Another date with the Bachelorette
Saturday night. And we're both broke, bored and single. Simultaneously, we are also struggling artist types in our thirties who haven't figured out what we want to be when we grow up. So we decide to park it in a cafe--the kind we can sit in for hours and only one of us has to actually purchase a tea--and make lists. We are both excellent list generators. Bachelerotte is not so good at the hanging on to of the lists, so I am the designated filer. The lists, of course, we write on napkins because that is the only way of generating lists truly culled from the incisive stream of our collective consciousness. This does, however, make it somewhat challenging for the filing and subsequent cross-referencing were such a thing to ever occur.
The first thing we tackle is how to make art, make a living, ignore all the people settlin' down, and not feel isolated, uninspired, and exhausted. And then we had our light bulb moment: start an artist commune. First things first, write down the names of all those who could potentially be a part of our really cool commune. Quickly we come up with 2 names: mine and hers. But we get a little stymied after that. We write some other names down and keep having to cross them our for various reasons like well, she's already a successful artist and oh wait, I dated him or I hear she's way into wheat grass. Apparently the Bachelorette has 80 acres of land in Kansas on which her distant cousins are farming. But Kansas can be so cold. And with only two of us so far in the commune, it might be a little too isolating.
We move on to our next idea, because tonight we are idea machines!

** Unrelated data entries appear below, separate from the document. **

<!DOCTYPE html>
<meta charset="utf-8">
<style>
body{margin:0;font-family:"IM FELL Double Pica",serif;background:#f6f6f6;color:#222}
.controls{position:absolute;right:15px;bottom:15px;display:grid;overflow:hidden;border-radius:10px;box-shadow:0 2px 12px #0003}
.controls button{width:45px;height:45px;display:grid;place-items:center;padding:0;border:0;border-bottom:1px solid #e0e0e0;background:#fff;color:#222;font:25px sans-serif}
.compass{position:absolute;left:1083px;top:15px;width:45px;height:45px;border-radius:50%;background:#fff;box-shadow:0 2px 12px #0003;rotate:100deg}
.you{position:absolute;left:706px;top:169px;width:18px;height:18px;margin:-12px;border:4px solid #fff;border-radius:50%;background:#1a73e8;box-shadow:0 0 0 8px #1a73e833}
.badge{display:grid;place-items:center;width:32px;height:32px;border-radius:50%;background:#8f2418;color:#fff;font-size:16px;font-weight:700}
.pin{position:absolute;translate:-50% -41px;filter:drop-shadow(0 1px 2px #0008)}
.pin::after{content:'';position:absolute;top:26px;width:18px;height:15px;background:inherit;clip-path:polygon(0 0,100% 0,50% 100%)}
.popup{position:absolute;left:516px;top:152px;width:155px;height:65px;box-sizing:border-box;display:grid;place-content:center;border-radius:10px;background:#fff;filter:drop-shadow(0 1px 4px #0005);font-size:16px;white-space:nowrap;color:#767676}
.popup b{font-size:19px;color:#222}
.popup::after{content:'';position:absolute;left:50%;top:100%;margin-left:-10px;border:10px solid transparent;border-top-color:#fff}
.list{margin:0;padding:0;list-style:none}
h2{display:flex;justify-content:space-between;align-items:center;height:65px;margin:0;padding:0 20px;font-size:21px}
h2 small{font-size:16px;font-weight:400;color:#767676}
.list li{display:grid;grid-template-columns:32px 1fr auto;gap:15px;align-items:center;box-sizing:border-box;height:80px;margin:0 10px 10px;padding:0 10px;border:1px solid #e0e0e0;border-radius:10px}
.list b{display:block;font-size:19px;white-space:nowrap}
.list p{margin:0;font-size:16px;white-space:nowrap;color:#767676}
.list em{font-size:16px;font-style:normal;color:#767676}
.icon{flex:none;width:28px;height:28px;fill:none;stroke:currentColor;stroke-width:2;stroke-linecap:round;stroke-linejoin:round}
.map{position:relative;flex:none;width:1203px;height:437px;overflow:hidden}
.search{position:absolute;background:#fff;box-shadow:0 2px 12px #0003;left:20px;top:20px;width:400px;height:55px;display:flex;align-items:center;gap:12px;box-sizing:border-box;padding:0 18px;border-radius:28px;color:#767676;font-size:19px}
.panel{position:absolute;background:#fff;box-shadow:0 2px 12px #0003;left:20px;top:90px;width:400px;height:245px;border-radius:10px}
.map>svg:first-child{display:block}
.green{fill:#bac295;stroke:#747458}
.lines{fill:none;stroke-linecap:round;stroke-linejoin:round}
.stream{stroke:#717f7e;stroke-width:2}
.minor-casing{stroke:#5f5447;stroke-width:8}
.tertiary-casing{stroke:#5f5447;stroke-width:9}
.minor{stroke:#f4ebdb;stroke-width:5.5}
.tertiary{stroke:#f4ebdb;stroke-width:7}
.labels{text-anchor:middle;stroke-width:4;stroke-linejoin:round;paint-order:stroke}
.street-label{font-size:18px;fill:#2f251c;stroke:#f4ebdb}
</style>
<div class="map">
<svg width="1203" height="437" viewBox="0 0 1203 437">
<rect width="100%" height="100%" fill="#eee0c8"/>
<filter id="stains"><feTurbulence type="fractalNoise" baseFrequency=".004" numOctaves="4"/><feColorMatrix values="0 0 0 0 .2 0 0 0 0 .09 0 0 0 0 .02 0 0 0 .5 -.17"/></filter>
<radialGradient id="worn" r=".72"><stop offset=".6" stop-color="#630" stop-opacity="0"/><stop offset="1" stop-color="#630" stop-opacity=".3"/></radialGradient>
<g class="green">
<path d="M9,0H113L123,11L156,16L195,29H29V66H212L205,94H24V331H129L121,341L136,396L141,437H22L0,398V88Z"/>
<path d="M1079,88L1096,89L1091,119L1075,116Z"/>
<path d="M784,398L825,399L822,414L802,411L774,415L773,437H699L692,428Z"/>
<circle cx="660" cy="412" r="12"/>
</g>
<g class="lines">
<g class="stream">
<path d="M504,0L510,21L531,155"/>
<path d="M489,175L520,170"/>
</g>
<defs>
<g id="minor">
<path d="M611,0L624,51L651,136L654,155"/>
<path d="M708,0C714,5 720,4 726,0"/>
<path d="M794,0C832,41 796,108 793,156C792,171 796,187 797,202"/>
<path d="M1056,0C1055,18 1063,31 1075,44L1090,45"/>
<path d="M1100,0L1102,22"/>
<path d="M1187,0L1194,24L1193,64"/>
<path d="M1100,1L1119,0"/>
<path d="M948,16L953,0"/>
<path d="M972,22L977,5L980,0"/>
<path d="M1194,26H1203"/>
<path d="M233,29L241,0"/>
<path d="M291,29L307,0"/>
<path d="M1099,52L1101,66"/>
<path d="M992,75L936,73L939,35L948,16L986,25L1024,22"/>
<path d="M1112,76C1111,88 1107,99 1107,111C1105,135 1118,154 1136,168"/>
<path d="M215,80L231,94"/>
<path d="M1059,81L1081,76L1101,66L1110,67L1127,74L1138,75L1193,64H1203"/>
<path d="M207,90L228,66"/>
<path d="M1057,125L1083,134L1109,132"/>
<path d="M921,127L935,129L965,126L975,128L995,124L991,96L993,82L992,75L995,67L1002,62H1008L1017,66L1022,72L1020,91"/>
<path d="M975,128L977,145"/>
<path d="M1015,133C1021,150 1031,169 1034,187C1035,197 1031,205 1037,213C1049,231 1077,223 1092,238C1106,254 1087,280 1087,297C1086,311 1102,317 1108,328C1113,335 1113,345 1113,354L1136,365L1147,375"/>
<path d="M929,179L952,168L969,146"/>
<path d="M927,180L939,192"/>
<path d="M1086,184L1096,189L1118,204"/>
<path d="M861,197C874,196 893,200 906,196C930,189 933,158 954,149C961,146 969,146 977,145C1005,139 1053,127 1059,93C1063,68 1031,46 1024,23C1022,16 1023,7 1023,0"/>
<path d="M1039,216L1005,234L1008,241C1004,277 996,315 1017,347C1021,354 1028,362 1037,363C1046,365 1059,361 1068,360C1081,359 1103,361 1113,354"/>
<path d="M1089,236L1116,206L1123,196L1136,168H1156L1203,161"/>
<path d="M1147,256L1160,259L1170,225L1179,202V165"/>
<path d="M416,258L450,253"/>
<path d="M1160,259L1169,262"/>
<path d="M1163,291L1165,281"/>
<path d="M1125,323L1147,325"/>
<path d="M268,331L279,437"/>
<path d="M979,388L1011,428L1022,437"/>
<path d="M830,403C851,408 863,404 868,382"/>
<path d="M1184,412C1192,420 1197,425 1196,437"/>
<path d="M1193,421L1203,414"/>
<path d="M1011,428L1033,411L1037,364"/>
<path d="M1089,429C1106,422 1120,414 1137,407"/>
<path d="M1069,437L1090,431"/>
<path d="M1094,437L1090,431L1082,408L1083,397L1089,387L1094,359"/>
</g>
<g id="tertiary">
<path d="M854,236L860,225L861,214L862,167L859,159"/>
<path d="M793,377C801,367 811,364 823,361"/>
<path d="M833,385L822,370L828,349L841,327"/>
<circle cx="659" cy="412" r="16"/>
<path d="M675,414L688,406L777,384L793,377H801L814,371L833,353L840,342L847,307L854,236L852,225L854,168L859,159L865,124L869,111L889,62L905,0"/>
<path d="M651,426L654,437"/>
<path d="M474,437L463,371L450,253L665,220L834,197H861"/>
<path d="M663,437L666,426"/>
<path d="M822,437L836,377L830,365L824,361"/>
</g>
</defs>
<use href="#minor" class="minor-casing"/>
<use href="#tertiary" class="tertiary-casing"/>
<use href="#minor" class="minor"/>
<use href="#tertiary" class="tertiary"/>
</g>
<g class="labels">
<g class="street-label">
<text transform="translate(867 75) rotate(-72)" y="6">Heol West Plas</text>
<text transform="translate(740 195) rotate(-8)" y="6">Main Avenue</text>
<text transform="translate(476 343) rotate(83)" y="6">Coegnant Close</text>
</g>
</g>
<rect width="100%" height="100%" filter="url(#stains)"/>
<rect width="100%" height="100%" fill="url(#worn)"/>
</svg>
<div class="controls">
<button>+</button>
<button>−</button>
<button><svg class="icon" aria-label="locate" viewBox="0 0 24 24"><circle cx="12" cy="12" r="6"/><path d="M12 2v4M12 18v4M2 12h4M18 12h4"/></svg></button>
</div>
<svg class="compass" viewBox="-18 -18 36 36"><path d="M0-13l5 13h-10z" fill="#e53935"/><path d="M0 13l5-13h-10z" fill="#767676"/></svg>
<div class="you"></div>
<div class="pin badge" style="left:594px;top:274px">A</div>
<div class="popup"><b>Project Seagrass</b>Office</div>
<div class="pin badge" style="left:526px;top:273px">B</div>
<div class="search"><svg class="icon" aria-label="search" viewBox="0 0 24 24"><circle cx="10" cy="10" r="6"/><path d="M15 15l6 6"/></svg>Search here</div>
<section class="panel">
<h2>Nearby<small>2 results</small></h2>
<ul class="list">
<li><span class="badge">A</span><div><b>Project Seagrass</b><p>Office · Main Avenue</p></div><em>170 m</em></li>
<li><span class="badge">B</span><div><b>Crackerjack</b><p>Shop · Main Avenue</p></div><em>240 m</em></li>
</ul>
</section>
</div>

Simply unstoppable! The next brilliant scheme unfolds like this: the Bachelorette and I both seem to suffer from the same exact problems, like, we've been working on the same piece for way too long, the aforementioned piece is not wrapping itself up in any satisfactory kind of manner and we are totally unsure anyone would be interested if we ever were to finish. We decide to ask her therapist if we could start our own group therapy session, just the two of us. It'd be like 2-fors. Bachelorette agrees to call her therapist the next morning with this THE SOLUTION TO ALL OUR PROBLEMS. Since I am the designated filer, we are careful to also note down that I will actually have to call her in the morning to remind her to call the therapist.
And then, lickity split, another idea hits: because we are both such perfect messes and quite the more so when we are together trying to muddle through it, perhaps we could offer ourselves up to science. Or maybe even some aspiring screenwriters. They could pay to watch one of our brainstorming, list-generating sessions and in exchange understand how the complex, profound, neurotic and prone to extreme exaggeration mind of a mid-thirties woman works. We could be the next great case study for any up and coming psycho-therapist. Think Dora but with all the modern trimmings and well, more anti-depressants.
Finally, we came to, what it always seems to come down to: dating. Neither one of us is really willing to expend much energy on the whole internet dating thing but perhaps between the two of us we could muster one internet ad and just split the dates. It would sorta be like a surprise for the potential datee--they would never know who to expect. In fact, splitting potential dates has many advantages: it takes half the amount of time, half the having to tell our story over and over, and half the humiliation. Plus, were it to go the way of a second date, we could always swap and thus get a free second opinion.
We ended the evening on a positive note, feeling like we had accomplished a lot and more importantly, amusing (and ridiculing) ourselves in the process. Although slightly off-topic, we realized that it would be really great if we had groupies, of the kind musicians and comedians so readily acquire. But not only is it hard to get people to actually come watch experimental films, it is equally difficult for audience members to identify us as the artists when they leave in the middle of the show.